Pozole is the perfect party dish — easy to make, impressively showy and fun to eat — so it turns up at celebrations in Mexico from Independence Day to birthdays, weddings and baptisms.
And we think this big, soupy bowl of hominy and chiles is a perfect one-dish meal that you can make in advance, reheat and set out in a pot for people to help themselves.
Pozole is party food because the dish isn’t complete until each diner splashes on more colors and flavors from an array of condiments.
A squeeze of lime adds the zing of authority. Dried oregano crumbled into the hot soup sends out an intense herbal aroma. Dried or fresh chiles or a hot chile salsa spice it up. Chopped onion is a must.
Shredded cabbage or lettuce give a cool crunch, and sliced radishes add a striking dash of red and white. Crisp, golden-brown tortillas made into tostada bases are the traditional accompaniment.
What makes pozole distinctive is the main ingredient — dried corn. All you have to do is go to a tortilleria or any large supermarket that caters to Latinos, and buy a sack of nixtamal.
Nixtamal is dried corn cooked with food-grade lime until it can be hulled. The softened, cooked corn can then be ground into masa for tortillas or tamales. Or it is left whole and cooked further to make pozole.
You just put the corn in a pot, add water and simmer until the kernels burst forth like flowers.
If you can’t find nixtamal, you can substitute hominy. American-style canned hominy is processed with a different alkali so its flavor is not quite the same. But Mexican-style canned hominy brands such as Juanita’s and El Mexicano are processed in the traditional manner.
Supermarkets that stock Latino foods usually carry both canned Mexican-style hominy and fresh nixtamal. Packed in two- and five-pound bags, nixtamal is usually in the refrigerated deli section, along with fresh masa. It also is available at most tortillerias.
There’s no single recipe for pozole. What goes into the pot besides corn varies from place to place in Mexico, so there are different versions: green pozole in Colima, red or white pozole in Jalisco, seafood pozole in Veracruz and on the coast of Oaxaca. Pueblo Indians in the United States have their own versions.
Pork is the most popular pozole meat today, although the indigenous inhabitants of Mexico made pozole long before the Spaniards arrived and introduced pigs.
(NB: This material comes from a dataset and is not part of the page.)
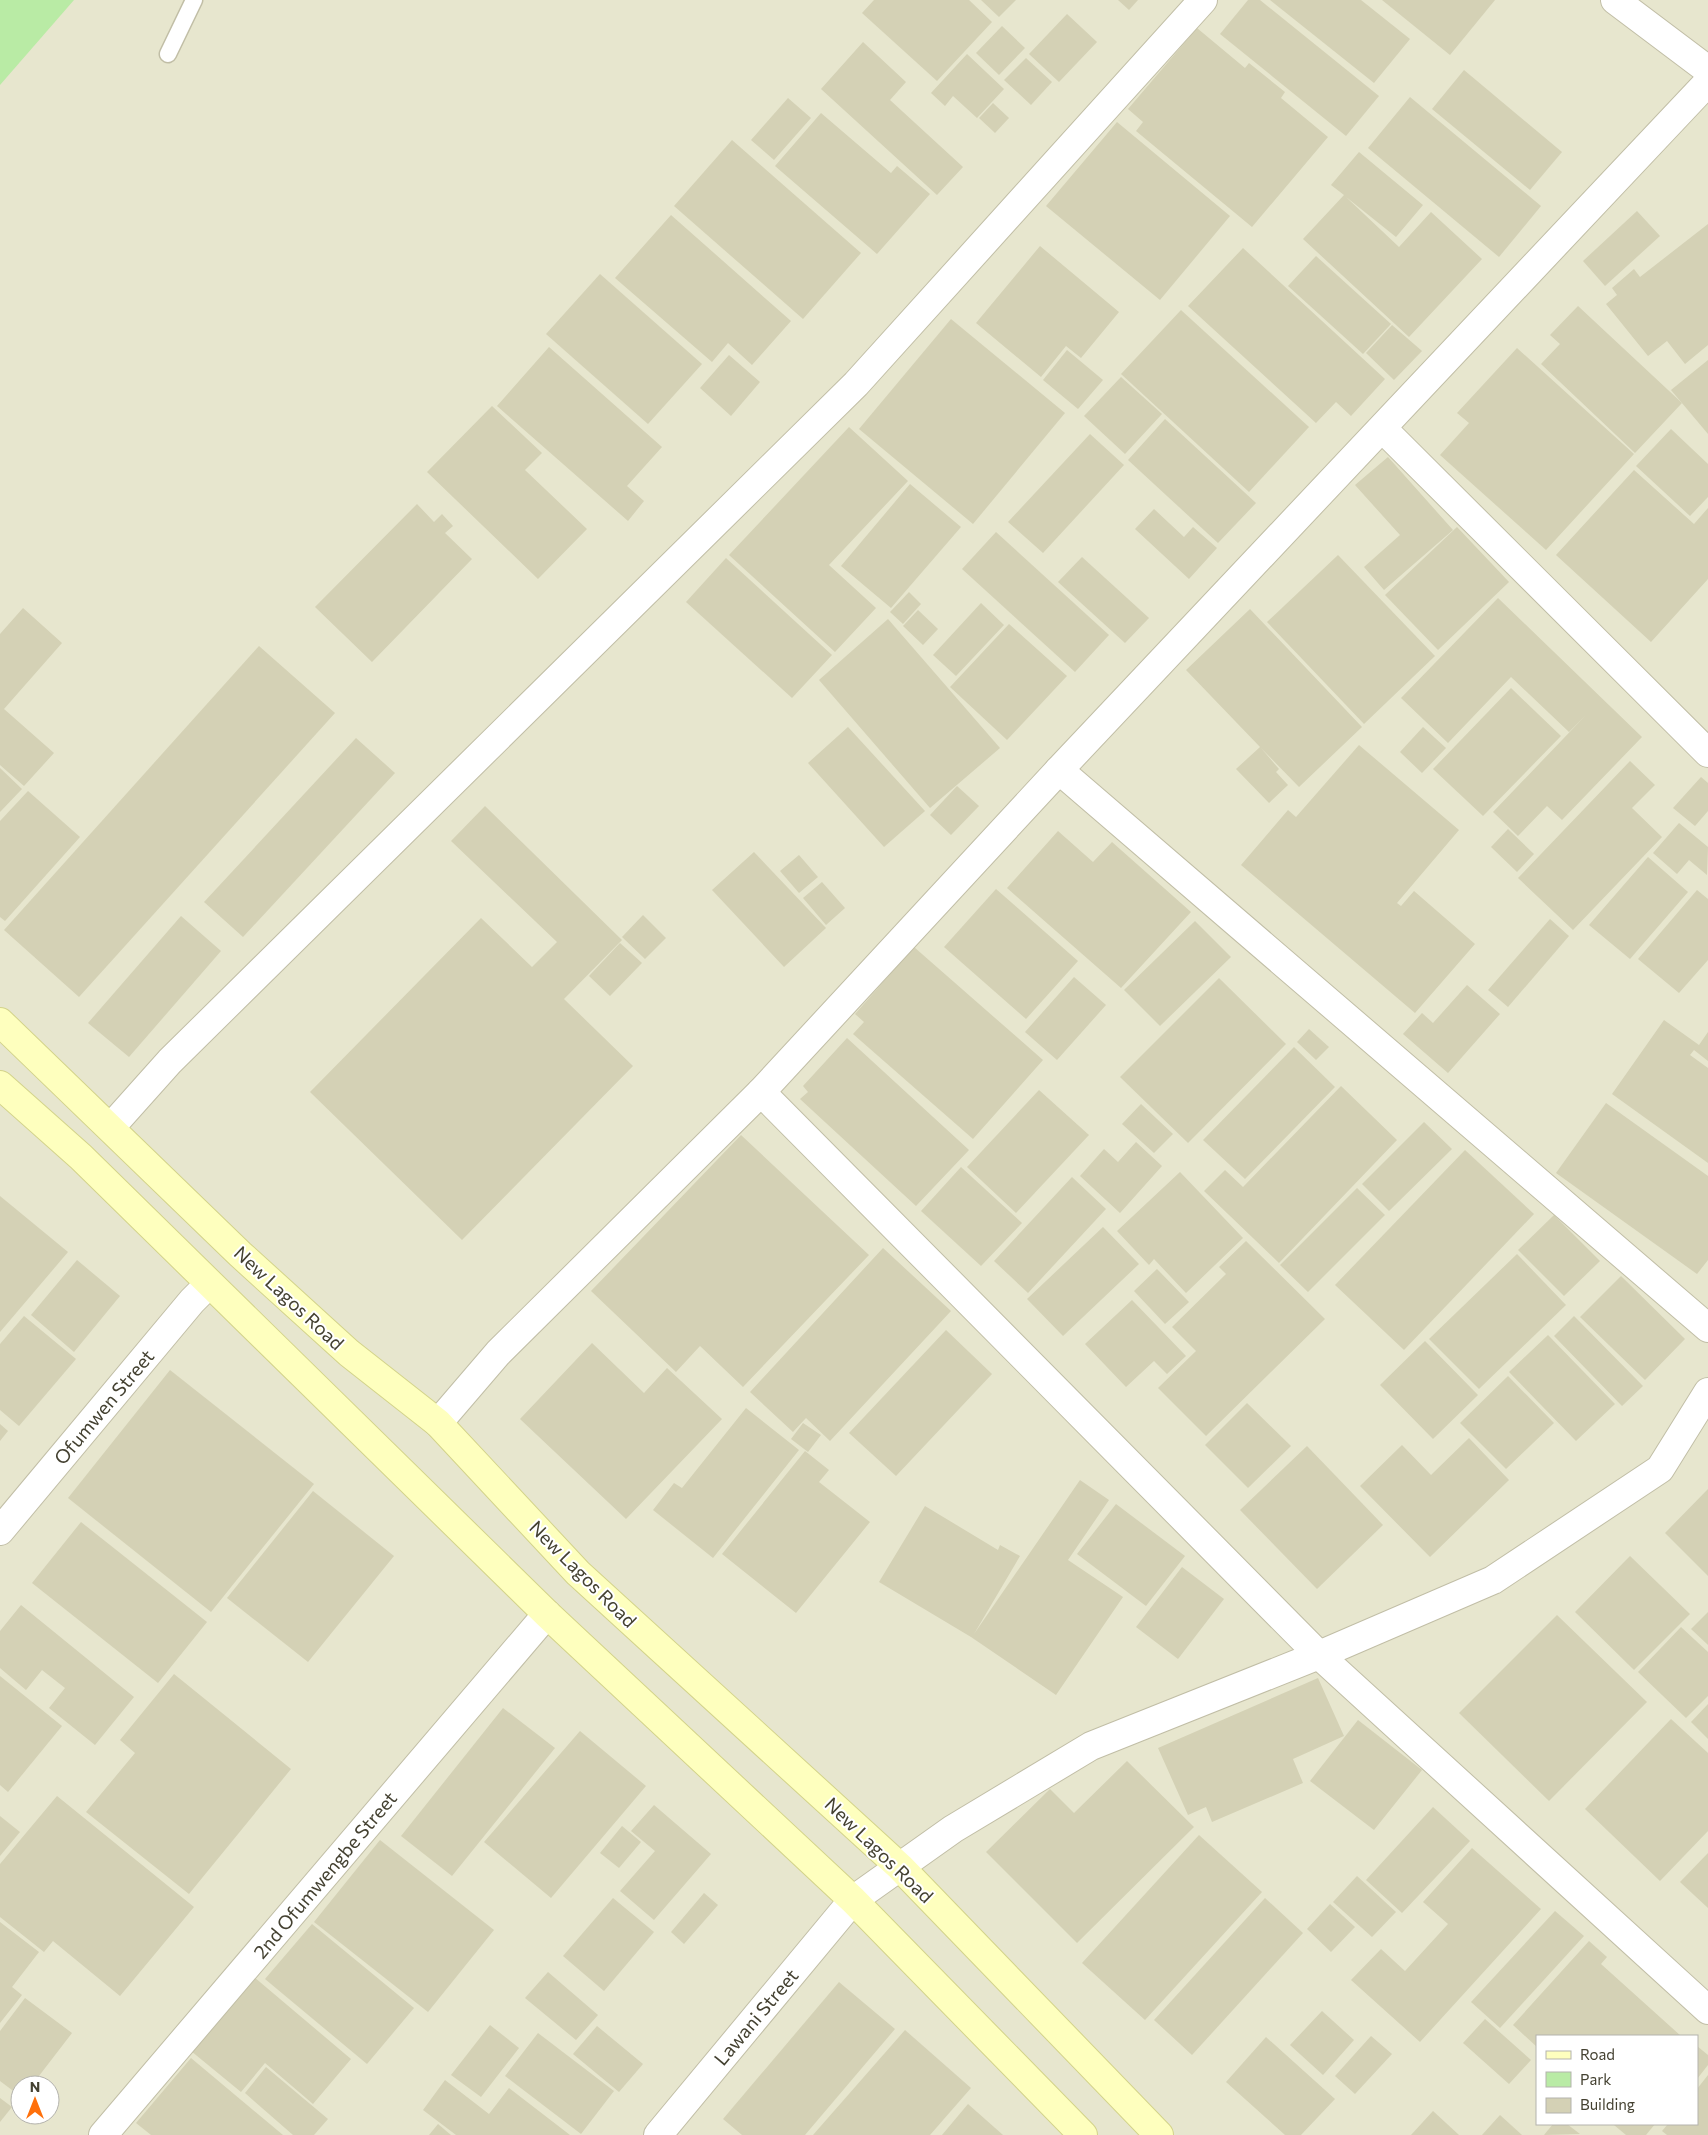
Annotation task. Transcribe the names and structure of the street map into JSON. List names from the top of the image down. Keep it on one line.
{"streets":{"main road":["New Lagos Road"],"street":["Ofumwen Street","2nd Ofumwengbe Street","Lawani Street"]},"crossings":[["New Lagos Road","Lawani Street"]],"legend":["Road","Park","Building"],"north":"top"}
Most Mexican restaurants in Southern California serve red pozole with pork. I never saw green pozole until I took cooking classes in Guanajuato at the Academia Falcon, where I was studying Spanish.
Working in a quaint, tiled kitchen, we blended poblano chiles with cilantro and added that to the corn along with cooked chicken. The flavor is captivating, as appealing as green enchiladas. In the state of Guerrero, green pozole is thicker and contains tomatillos, said our instructor, Luis Marhuani Marin Reyes.
For red pozole, we colored the broth with cascabel chiles ground with tomatoes, and added lean pork. Meat with bones gives the best flavor, Luis said, and some pozoles are made with cabeza (head) and pig’s feet.
When I tried the recipe at home, I bought pork labeled for pozole from a supermarket in downtown Los Angeles. That meat included pieces on the bone, but the woman behind the counter explained that some cooks add a little boneless pork stew meat, which makes the pozole easier to eat.